Obsèques de Brigitte Bardot : son mari Bernard d’Ormale effondré, les images déchirantes devant l’église

Au cœur de cette matinée bouleversante, la douleur de son mari, Bernard d’Ormale, a marqué les esprits. En fin de matinée, les obsèques de Brigitte Bardot ont rassemblé une foule dense dans la célèbre station varoise. La cérémonie, célébrée à l’église Notre-Dame-de-l’Assomption, a attiré l’attention bien au-delà des frontières françaises. Admirateurs, habitants et personnalités se sont réunis pour saluer une icône qui a marqué l’histoire du cinéma et de la cause animale.

Une famille unie au premier rang

Au premier rang, la famille de Brigitte Bardot a fait le déplacement pour cet ultime adieu. Son fils unique, Nicolas Charrier, est venu depuis la Norvège, accompagné de ses filles Théa et Anna. Tous se sont tenus dans une grande dignité, entourant Bernard d’Ormale, le mari de la star, présent à chaque instant de la cérémonie.

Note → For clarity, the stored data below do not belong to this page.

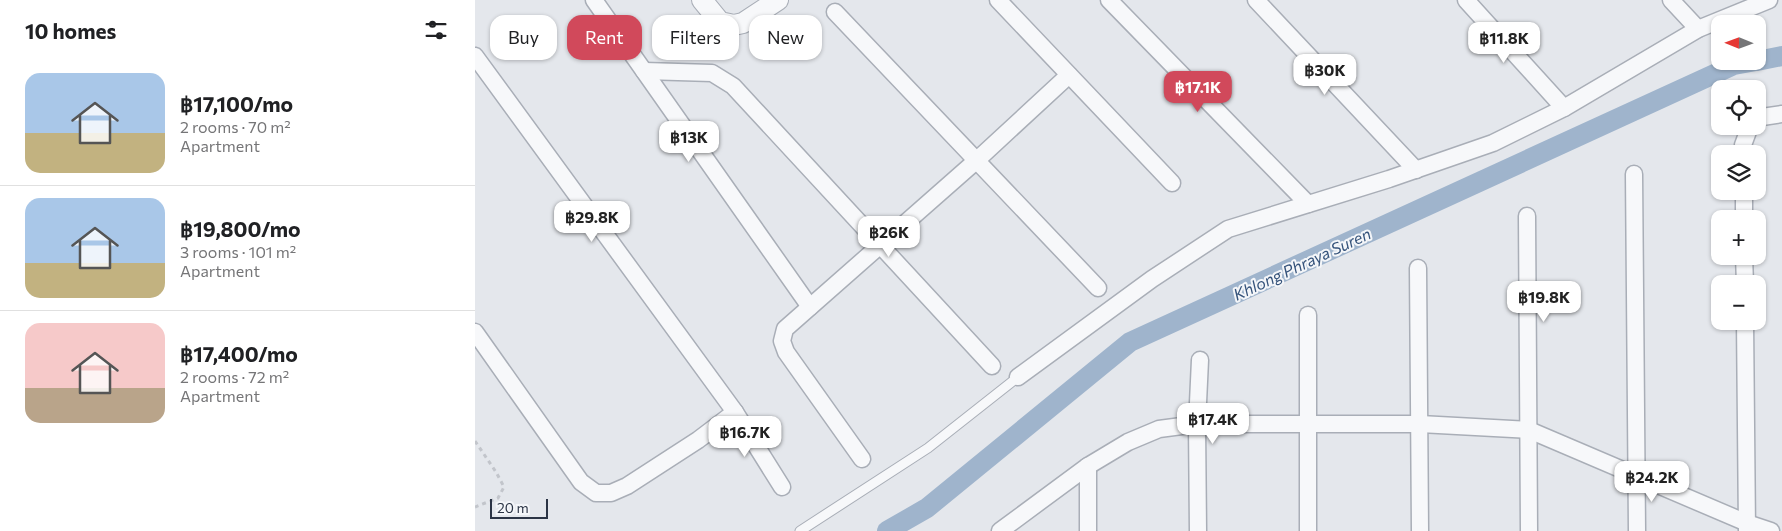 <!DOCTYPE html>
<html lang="en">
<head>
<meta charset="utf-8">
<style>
	:root { --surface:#fff; --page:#f6f6f6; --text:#202124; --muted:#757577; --line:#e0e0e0; --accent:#d1495b }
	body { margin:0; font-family:Commissioner,sans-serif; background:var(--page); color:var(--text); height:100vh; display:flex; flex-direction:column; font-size:19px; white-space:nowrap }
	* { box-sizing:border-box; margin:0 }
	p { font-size:16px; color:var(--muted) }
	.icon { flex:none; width:28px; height:28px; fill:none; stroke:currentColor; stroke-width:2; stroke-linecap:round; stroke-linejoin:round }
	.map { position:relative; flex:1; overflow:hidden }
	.drawer { display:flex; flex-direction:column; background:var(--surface); width:475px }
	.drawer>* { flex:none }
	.banner { position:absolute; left:15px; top:15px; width:475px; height:45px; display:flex; gap:10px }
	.needle { width:32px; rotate:271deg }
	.buttons { position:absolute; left:1236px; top:15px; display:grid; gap:10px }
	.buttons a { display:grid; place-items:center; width:55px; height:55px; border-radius:10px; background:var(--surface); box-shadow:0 1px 4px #0004; font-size:25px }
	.scale { position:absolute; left:15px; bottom:12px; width:58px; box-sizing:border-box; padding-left:5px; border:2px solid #2b3445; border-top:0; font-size:14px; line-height:18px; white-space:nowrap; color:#2b3445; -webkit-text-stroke:4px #f4f6f9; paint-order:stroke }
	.price { position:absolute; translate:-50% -42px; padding:0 11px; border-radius:10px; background:#fff; color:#222; font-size:16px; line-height:32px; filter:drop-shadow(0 1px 2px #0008) }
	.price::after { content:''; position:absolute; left:50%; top:30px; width:15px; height:11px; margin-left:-8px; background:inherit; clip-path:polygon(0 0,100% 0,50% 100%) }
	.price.selected { background:var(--accent); color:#fff }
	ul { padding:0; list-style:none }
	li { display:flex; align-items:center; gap:15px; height:125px; padding:0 25px }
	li+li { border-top:1px solid var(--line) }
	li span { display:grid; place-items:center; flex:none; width:140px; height:100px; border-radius:15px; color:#555 }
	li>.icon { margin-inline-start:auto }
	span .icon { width:60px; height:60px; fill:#fffc; stroke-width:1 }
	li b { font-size:21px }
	h2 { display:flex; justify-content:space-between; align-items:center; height:60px; padding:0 25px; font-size:21px }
	.tag { padding:0 18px; border-radius:15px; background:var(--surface); box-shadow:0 1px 4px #0004; font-size:18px; line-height:45px }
	.tag.selected { background:var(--accent); color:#fff }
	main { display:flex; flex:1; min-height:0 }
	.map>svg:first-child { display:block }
</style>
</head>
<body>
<main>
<section class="drawer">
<h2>10 homes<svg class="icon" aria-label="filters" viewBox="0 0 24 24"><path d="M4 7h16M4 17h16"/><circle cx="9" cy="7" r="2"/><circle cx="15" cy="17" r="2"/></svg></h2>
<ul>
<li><span style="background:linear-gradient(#a9c7e8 60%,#c2b280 0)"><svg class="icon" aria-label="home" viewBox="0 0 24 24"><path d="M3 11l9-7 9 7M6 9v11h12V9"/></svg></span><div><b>฿17,100/mo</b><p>2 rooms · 70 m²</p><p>Apartment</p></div></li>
<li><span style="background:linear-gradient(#a9c7e8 65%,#c2b280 0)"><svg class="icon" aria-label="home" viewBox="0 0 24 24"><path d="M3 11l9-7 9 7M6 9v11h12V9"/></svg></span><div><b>฿19,800/mo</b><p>3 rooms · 101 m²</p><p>Apartment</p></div></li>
<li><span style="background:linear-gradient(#f6c9c9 65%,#b9a48a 0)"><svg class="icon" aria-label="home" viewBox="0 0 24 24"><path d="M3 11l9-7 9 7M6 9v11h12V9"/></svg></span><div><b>฿17,400/mo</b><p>2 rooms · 72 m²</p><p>Apartment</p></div></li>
</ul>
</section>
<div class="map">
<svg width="1307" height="531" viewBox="0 0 1307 531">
	<rect width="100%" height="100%" fill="#e4e7ec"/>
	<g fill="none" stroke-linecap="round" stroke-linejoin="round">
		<g stroke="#9fb4cc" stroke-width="20">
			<polyline points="1282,61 1307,56"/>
			<polyline points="412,531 452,508 655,342 1259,65 1281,61"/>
		</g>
		<defs>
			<polyline id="service" points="325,531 453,448 543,377"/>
			<g id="minor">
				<polyline points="119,0 335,307"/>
				<polyline points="523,0 697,183"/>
				<polyline points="634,0 833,204"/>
				<polyline points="781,0 941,170"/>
				<polyline points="991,0 1089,108"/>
				<polyline points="1196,0 1223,29"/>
				<polyline points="360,12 623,288"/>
				<polyline points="0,56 260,412 307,487"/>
				<polyline points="169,71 237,73 258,86 517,366"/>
				<polyline points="1282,120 1287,117 1307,114"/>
				<polyline points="1268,154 1268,145 1275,126"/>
				<polyline points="1159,174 1162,531"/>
				<polyline points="1269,191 1269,219"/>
				<polyline points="1052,216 1054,531"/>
				<polyline points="1269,256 1270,284"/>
				<polyline points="943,268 945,531"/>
				<polyline points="833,315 833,531"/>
				<polyline points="1270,321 1272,531"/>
				<polyline points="0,332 106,482 121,493 136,493 152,486 223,440 260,412"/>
				<polyline points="543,377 677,279 753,229 914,179 1018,143 1089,108 1223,29 1294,0"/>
				<polyline points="387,459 311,352 307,341 310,329 502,160 594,75"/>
				<polyline points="613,466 613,531"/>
				<polyline points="525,531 613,466 653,442 684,429 722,424 945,424 1054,430 1272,523 1296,531"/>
				<polyline points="723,531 722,424 725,360"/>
			</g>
			<polyline id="tertiary" points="227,0 245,22 259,25 268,23 303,0"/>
		</defs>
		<use href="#service" stroke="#a9aeb7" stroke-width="11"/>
		<use href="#minor" stroke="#a9aeb7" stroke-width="19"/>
		<use href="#tertiary" stroke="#a9aeb7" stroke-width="22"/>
		<polyline stroke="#c2c5cb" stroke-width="3" stroke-dasharray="4 4" stroke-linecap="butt" points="0,441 21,472 29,487 23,498 0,507"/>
		<use href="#service" stroke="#f7f8fa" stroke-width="9"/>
		<use href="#minor" stroke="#f7f8fa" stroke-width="16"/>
		<use href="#tertiary" stroke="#f7f8fa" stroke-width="20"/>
	</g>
	<g text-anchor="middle" stroke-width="4" stroke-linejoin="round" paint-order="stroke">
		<g font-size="16" font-style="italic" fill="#34527a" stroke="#f4f6f9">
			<text transform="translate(827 264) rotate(-25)" y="6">Khlong Phraya Suren</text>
		</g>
	</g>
</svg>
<div class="buttons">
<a><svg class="needle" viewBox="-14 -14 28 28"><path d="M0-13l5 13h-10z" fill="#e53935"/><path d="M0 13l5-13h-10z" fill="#757577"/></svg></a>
<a><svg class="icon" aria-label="locate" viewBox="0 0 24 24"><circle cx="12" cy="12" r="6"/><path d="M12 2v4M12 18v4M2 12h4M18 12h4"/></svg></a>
<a><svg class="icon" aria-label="layers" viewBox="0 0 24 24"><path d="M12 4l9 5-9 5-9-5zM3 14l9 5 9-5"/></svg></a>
<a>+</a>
<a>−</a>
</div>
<div class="scale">20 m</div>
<b class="price" style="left:1029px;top:64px">฿11.8K</b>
<b class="price" style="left:850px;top:96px">฿30K</b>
<b class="price selected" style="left:723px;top:113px">฿17.1K</b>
<b class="price" style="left:214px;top:163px">฿13K</b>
<b class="price" style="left:117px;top:243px">฿29.8K</b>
<b class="price" style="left:414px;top:258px">฿26K</b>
<b class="price" style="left:1069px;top:323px">฿19.8K</b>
<b class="price" style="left:738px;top:445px">฿17.4K</b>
<b class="price" style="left:270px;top:458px">฿16.7K</b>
<b class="price" style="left:1177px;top:503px">฿24.2K</b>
<div class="banner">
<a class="tag">Buy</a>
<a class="tag selected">Rent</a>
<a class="tag">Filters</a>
<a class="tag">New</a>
</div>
</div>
</main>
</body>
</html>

Bernard d’Ormale, visage d’un deuil immense

L’émotion de Bernard d’Ormale était impossible à dissimuler. Devant l’église, l’ancien conseiller de Jean-Marie Le Pen est apparu effondré, les traits tirés, les yeux rougis par les larmes. Son attitude, marquée par une profonde tristesse, a incarné la douleur intime derrière l’hommage public rendu à la comédienne.

La révélation sur la maladie de Brigitte Bardot

À la veille des obsèques, Bernard d’Ormale avait confirmé dans les colonnes de Paris Match que Brigitte Bardot était décédée des suites d’un cancer. Il a expliqué que son épouse avait longtemps résisté, supportant deux interventions chirurgicales avec courage. Mais ces derniers mois, la fatigue et l’usure physique avaient fini par l’affaiblir, la laissant parfois exprimer son désir de « partir », épuisée par la souffrance.

Les derniers instants racontés avec pudeur

Quelques minutes avant la messe, face aux caméras de BFMTV, Bernard d’Ormale a livré un témoignage bouleversant sur les derniers instants de sa femme. Il a raconté ce moment suspendu où Brigitte Bardot l’a appelé d’un simple « piou-piou », avant qu’il ne réalise, en se levant, qu’elle avait cessé de respirer.